Extended Data Fig. 1: Identifying inversion polymorphisms based on population genomic signatures.
From: Chromosomal inversion polymorphisms shape the genomic landscape of deer mice
For each identified inversion polymorphism, the following signatures of inversions are shown (colors correspond to focal population or population-pair in which inversion was identified, see legend): (1) Local PCA performed with lostruct, where each dot represents a 100-kb window. Distances between local PCA maps are represented by the MDS1 axis, with outlier windows highlighted in color. (2) Clustering of samples by PCA for entire outlier region found with local PCA, assigned using k-means clustering. (3) Heterozygosity (percent of sites that are heterozygous) of outlier region for samples by cluster assignments from PCA above.

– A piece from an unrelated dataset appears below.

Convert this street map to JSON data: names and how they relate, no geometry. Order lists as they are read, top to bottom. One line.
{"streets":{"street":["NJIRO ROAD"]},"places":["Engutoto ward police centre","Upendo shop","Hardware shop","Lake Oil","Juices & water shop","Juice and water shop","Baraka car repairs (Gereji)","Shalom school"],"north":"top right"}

Boxes indicate upper and lower quartiles; center line represents median; whiskers extend to minimum and maximum values within 1.5x interquartile range; points show outliers beyond whiskers. Sample sizes are shown below the x-axis for each cluster. (4) LD for chromosomes harboring the example inversions, shown as mean r2 values for paired windows across each chromosome. Upper triangle shows mean r2 values including all samples from PCA clustering. Lower triangle shows mean r2 values for only the more common homozygote genotype as determined in PCA clustering. Colored bars highlight outlier region from local PCA. Scales for r2 values provided. (5) Recombination rates in cM/Mb shown for lab-born inversion heterozygotes. Outlier region found in local PCA is highlighted. Five inversions have missing data since inversion heterozygotes were not measured in the lab. (6) FST between homozygous genotypes (clusters 1 and 3 from PCA and heterozygosity plots). Outlier regions found in local PCA are highlighted. Note that the discontinuity for inv23.0 is likely due to reference genome mis-assembly.